Every year hundreds of thousands of native birds and mammals are killed for the purpose of protecting non-native gamebirds, including Carrion Crows, Magpies, large gulls, Foxes, Weasels and Stoats. The birds are all killed under licence. Hundreds of thousands more birds are killed simply for sport. Whilst not everyone would agree that this is justified, all this killing tends to attract relatively little attention within the conservation community. When it does attract comment this is often in relation to concerns about possible impacts on populations rather than an underlying objection to the principles behind lethal control. In contrast, the loss of a small number of Buzzard nests resulted in an extremely strong reaction. The strength of feeling here is surely primarily related to our instinctive cultural response to the species involved. In the article I was trying to highlight this inconsistency in our reactions to the control of different species rather than commenting on the rights of wrongs of individual licences.

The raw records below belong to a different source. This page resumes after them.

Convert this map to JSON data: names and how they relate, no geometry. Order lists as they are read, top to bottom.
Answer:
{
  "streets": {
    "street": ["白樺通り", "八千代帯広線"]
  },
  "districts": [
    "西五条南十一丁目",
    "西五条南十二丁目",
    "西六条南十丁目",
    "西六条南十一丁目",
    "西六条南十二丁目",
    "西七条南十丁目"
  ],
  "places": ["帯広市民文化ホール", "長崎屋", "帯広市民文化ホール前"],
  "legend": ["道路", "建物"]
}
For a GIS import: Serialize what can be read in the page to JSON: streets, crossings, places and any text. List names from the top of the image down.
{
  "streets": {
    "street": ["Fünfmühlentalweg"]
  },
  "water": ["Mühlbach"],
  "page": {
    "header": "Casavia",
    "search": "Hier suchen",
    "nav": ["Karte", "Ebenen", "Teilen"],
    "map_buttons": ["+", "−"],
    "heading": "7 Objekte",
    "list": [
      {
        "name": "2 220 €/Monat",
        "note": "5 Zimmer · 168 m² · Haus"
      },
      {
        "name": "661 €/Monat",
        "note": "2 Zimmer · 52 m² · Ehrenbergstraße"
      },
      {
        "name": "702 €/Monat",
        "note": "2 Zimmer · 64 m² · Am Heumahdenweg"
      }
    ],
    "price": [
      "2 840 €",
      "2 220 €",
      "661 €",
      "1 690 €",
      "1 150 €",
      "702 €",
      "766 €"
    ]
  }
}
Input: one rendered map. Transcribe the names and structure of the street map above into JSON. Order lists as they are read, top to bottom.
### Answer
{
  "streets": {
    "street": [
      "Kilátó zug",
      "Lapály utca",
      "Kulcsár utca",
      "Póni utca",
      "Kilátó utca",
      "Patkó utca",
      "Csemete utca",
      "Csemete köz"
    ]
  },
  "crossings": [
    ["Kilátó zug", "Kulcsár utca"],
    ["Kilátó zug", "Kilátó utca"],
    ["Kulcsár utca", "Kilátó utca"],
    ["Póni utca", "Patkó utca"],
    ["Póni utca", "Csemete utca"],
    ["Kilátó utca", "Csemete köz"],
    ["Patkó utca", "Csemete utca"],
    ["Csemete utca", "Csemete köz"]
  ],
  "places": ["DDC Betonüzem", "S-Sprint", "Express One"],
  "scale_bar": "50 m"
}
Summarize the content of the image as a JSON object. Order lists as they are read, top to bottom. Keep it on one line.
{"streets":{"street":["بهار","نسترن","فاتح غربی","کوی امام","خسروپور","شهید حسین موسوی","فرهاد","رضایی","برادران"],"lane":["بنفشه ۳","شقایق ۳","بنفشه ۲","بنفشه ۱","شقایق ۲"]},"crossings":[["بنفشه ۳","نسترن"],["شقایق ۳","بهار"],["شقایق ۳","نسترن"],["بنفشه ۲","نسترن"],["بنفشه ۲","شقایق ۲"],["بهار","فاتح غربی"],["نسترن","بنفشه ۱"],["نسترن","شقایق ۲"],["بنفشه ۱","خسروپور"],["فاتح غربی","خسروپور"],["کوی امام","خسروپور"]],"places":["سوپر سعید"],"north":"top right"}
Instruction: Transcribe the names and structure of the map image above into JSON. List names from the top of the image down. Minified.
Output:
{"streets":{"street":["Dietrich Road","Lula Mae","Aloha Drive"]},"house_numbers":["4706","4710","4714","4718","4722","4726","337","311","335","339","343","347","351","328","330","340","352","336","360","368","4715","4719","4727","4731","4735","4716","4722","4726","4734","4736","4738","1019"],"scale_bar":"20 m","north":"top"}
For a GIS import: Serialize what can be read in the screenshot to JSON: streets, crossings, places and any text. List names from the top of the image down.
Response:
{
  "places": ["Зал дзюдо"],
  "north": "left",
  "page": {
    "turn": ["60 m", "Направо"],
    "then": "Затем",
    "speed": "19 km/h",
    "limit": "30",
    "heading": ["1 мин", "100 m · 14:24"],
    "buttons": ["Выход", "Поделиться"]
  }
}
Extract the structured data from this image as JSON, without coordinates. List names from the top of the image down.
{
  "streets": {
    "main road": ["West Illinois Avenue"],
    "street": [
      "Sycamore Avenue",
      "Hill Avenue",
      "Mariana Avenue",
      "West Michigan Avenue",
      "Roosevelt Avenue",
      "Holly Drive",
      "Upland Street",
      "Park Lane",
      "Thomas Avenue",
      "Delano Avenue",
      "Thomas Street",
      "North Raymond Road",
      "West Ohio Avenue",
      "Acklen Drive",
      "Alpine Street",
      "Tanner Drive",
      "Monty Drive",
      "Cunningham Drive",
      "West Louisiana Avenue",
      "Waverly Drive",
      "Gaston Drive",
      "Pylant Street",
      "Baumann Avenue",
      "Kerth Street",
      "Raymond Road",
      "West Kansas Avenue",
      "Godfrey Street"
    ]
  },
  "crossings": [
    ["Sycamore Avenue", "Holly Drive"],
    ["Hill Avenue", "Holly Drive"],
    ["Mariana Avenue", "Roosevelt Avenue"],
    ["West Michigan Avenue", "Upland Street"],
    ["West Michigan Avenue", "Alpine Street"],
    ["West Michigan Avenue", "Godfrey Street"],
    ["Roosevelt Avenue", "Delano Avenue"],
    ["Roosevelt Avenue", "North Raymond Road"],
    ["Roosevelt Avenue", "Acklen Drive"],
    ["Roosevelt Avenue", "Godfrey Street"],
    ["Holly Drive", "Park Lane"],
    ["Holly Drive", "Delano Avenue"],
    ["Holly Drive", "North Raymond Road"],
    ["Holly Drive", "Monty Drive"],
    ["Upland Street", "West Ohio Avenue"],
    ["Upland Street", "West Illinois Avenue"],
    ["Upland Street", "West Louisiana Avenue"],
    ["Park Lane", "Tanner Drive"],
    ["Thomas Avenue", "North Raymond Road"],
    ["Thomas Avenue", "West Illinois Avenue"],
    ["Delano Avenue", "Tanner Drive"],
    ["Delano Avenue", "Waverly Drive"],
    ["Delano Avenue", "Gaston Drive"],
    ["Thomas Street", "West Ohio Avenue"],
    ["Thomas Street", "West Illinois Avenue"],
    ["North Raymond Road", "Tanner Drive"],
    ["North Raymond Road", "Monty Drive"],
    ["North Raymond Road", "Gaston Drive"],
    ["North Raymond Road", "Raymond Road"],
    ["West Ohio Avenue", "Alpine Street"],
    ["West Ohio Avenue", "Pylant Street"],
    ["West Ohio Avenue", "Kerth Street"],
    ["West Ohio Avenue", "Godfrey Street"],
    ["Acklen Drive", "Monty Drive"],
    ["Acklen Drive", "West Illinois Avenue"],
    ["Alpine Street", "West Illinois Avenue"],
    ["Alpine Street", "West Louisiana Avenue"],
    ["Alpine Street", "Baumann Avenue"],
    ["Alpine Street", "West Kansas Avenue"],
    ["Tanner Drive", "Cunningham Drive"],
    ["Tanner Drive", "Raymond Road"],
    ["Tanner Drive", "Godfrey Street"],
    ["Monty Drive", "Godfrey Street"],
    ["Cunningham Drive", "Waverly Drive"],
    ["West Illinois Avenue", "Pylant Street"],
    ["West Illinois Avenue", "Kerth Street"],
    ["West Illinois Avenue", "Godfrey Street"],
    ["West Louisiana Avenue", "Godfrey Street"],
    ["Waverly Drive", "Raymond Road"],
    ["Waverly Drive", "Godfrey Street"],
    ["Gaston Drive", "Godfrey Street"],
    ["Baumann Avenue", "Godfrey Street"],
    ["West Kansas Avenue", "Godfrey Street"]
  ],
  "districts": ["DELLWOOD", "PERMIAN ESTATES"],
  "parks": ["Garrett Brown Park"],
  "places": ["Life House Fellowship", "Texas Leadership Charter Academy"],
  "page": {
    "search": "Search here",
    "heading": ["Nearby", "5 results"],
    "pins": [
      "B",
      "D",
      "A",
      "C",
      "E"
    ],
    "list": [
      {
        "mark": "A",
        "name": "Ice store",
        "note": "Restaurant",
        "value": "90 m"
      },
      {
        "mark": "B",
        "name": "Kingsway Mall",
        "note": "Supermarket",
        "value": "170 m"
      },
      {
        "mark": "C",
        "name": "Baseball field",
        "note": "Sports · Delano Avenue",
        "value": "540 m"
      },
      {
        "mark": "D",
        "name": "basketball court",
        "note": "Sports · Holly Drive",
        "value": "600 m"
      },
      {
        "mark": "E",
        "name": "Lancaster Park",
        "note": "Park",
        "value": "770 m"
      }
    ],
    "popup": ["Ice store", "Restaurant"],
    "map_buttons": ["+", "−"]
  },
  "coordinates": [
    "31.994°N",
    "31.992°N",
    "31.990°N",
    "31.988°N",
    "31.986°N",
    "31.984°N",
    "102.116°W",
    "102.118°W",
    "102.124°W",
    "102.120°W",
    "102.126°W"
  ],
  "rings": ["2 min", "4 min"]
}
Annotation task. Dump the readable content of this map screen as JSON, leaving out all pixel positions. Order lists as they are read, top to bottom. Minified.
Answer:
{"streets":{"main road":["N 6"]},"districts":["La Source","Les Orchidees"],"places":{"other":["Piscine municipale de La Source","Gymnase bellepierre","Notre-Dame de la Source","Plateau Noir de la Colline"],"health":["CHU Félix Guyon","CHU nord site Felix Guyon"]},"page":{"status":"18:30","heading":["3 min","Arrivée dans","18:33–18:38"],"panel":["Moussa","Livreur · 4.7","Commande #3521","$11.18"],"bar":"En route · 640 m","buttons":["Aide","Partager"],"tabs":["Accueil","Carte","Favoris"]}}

Mike Everett makes the valid point that there is perhaps a particularly hard-nosed stance in relation to control of birds of prey because of the illegal killing that still goes on, and no doubt also because of the past history of large-scale control by humans. However, I think there are some risks in lumping all species of raptor together as a group and treating them all as something of a special case. One of the main reasons for writing the article was a nagging worry that so much attention has recently been focussed on a species that is under no conservation threat whatsoever from lethal control. I haven't gone to the trouble of adding them all up but I suspect that in recent months more column inches in newspapers, birding magazines and blogs have been devoted to the control of Buzzards than to the current perilous state of the Hen Harrier, a species that is on the edge of extinction as a breeding bird in England. Conor Jameson mentions the Goshawk, another species absent from substantial parts of its range in Britain as a direct result of persecution. Is there not a danger that arguments about the genuinely shocking impact of human control on some highly vulnerable species (albeit illegal rather than licenced) could be diluted by so much discussion about the very limited control of a species that is thriving?